| Your task |
Reproduce verbatim the line in which "Quick job: Summarize" occurs, together with each line that follows it to the end of the listing, and nothing more.

=== Section Start ===

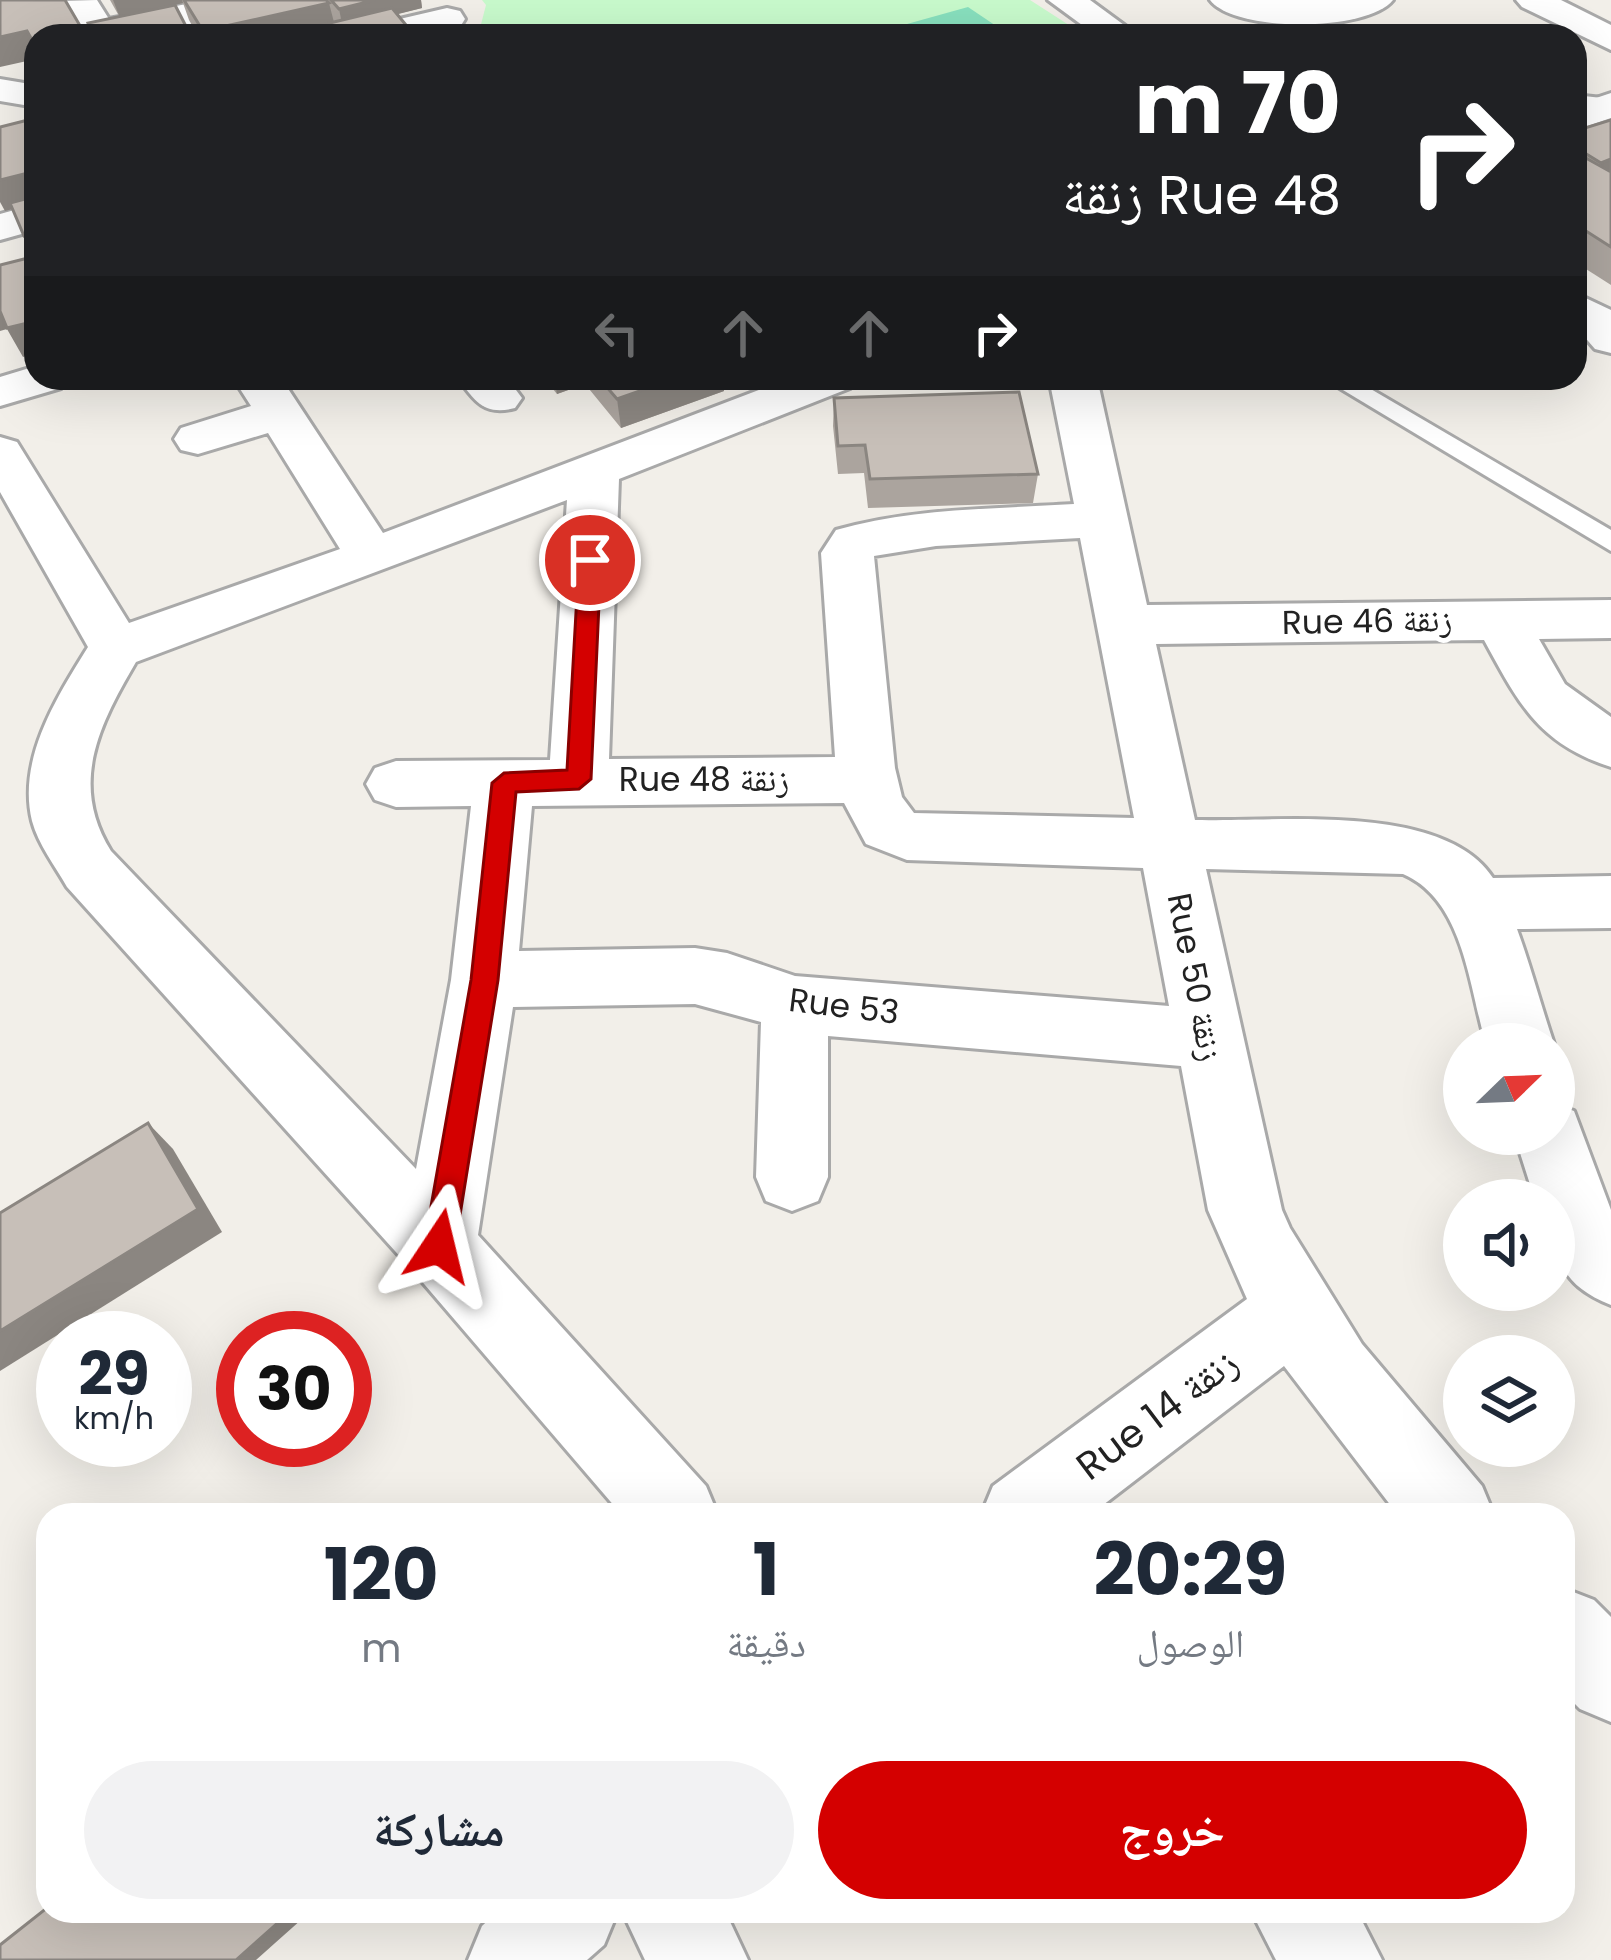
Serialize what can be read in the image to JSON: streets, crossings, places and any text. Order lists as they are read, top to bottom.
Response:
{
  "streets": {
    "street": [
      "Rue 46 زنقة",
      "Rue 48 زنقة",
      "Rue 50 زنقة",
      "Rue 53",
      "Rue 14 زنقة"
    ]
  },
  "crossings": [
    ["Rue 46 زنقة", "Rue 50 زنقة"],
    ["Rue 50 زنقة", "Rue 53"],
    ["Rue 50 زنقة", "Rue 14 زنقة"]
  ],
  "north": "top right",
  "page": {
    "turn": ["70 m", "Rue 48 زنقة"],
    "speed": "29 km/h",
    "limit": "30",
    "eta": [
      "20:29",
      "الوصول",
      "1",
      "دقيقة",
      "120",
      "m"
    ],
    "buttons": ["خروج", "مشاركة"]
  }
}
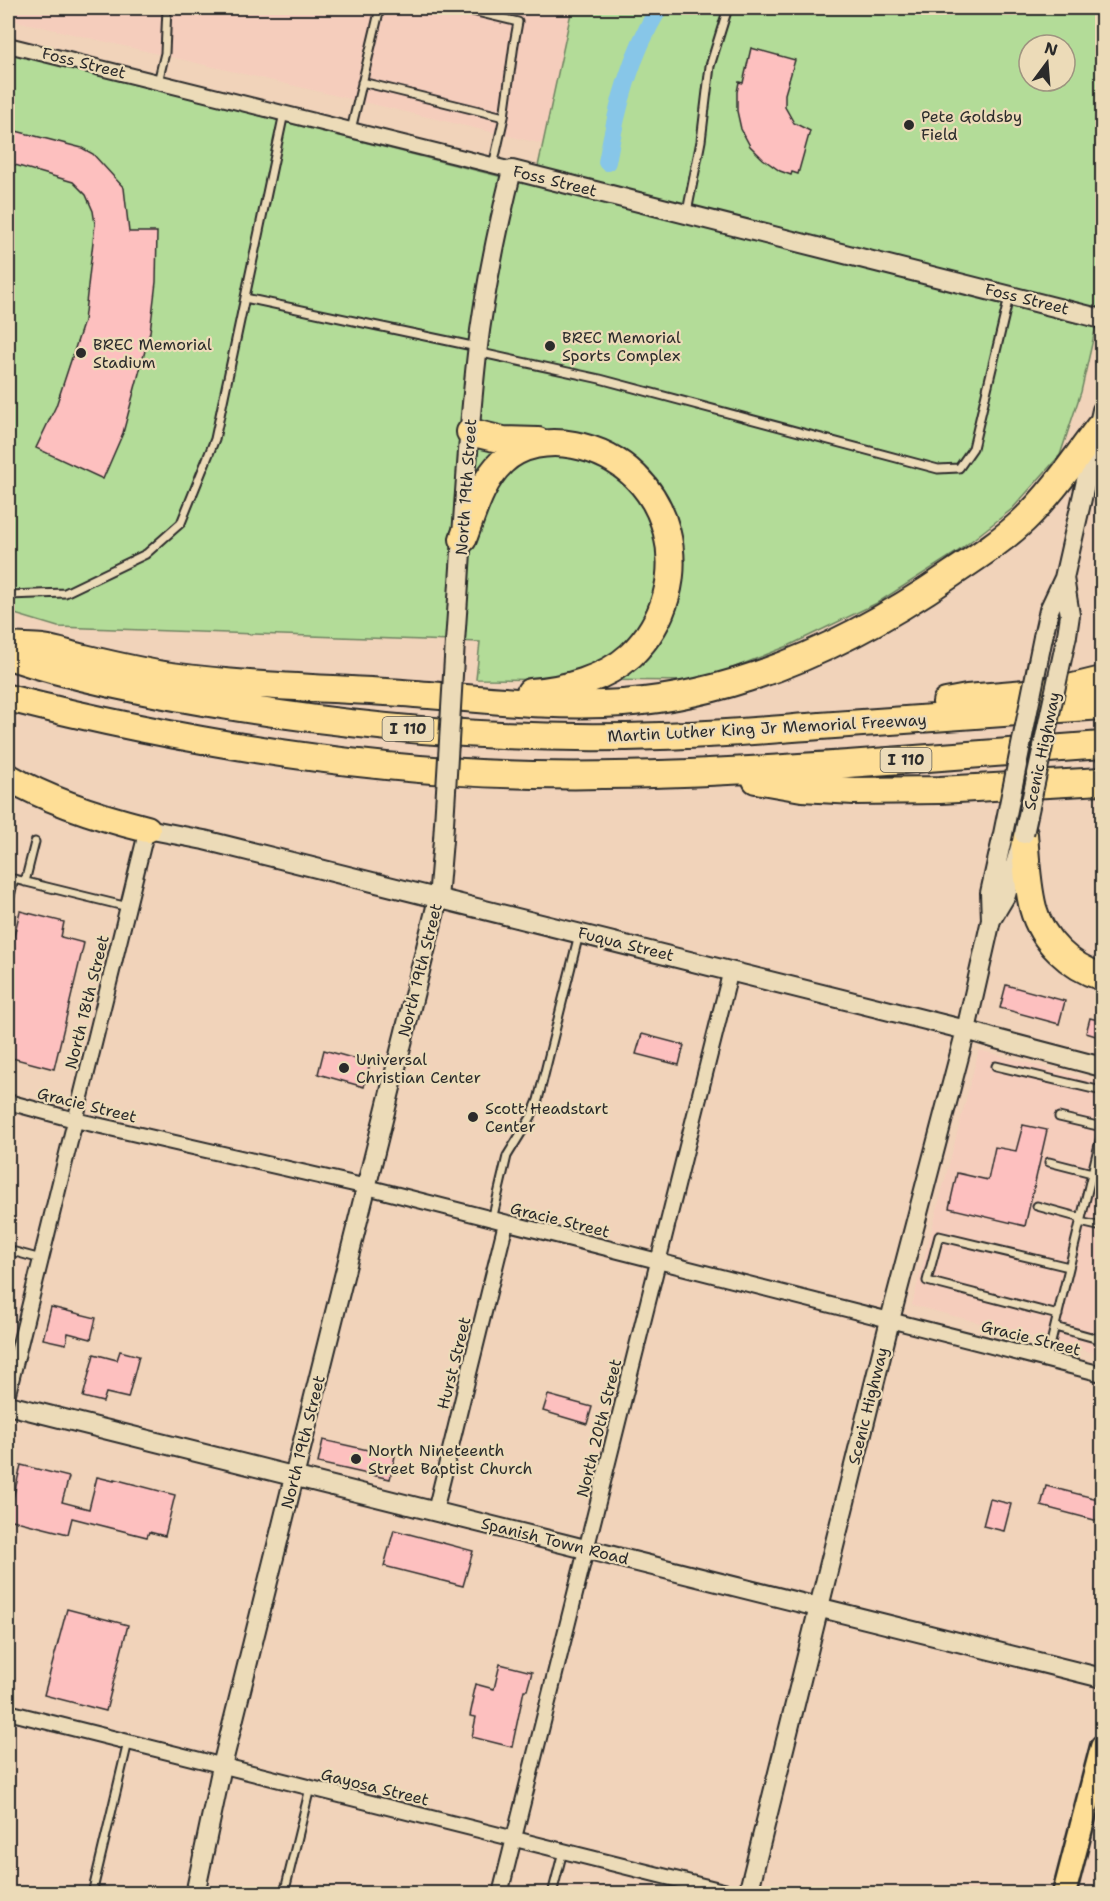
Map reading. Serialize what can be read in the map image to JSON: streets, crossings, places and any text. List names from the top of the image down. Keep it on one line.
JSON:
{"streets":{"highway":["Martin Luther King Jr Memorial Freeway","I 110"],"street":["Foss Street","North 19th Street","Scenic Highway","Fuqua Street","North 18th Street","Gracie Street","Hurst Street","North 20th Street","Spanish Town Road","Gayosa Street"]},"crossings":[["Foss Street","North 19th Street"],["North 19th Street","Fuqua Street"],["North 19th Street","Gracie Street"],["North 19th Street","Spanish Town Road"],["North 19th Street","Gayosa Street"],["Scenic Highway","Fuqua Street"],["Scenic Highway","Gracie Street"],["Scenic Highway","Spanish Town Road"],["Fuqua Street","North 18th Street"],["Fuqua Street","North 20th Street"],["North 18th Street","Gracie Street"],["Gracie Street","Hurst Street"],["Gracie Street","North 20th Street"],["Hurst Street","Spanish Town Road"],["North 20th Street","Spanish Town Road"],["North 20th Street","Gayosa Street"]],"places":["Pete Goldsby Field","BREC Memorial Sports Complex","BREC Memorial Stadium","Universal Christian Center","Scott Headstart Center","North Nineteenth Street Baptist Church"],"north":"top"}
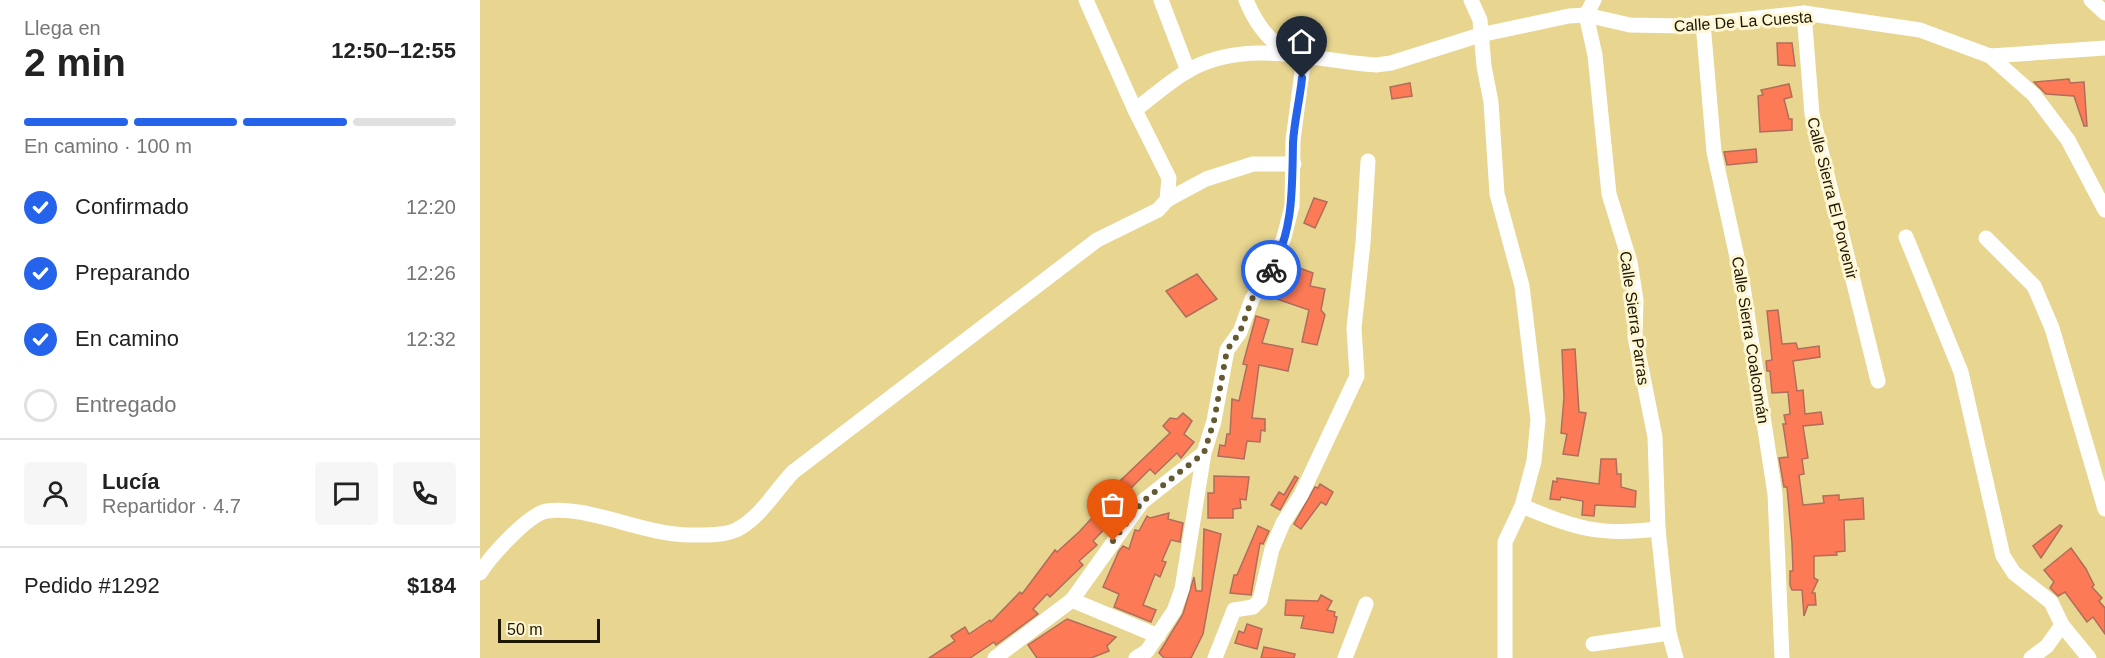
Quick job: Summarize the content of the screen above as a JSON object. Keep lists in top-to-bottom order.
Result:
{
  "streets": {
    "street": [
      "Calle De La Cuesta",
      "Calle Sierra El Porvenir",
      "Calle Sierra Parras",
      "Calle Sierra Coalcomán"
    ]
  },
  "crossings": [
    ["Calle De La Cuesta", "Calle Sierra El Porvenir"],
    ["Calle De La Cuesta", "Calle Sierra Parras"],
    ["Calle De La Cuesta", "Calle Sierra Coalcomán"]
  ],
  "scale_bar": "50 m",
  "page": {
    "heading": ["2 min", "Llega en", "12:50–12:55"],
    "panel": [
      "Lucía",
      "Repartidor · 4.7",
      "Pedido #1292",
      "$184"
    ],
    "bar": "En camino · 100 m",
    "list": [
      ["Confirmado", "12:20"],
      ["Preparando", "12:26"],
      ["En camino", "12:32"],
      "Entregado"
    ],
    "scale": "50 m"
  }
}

=== Section End ===

| Answer space |
Quick job: Summarize the content of the screen above as a JSON object. Keep lists in top-to-bottom order.
Result:
{
  "streets": {
    "street": [
      "Calle De La Cuesta",
      "Calle Sierra El Porvenir",
      "Calle Sierra Parras",
      "Calle Sierra Coalcomán"
    ]
  },
  "crossings": [
    ["Calle De La Cuesta", "Calle Sierra El Porvenir"],
    ["Calle De La Cuesta", "Calle Sierra Parras"],
    ["Calle De La Cuesta", "Calle Sierra Coalcomán"]
  ],
  "scale_bar": "50 m",
  "page": {
    "heading": ["2 min", "Llega en", "12:50–12:55"],
    "panel": [
      "Lucía",
      "Repartidor · 4.7",
      "Pedido #1292",
      "$184"
    ],
    "bar": "En camino · 100 m",
    "list": [
      ["Confirmado", "12:20"],
      ["Preparando", "12:26"],
      ["En camino", "12:32"],
      "Entregado"
    ],
    "scale": "50 m"
  }
}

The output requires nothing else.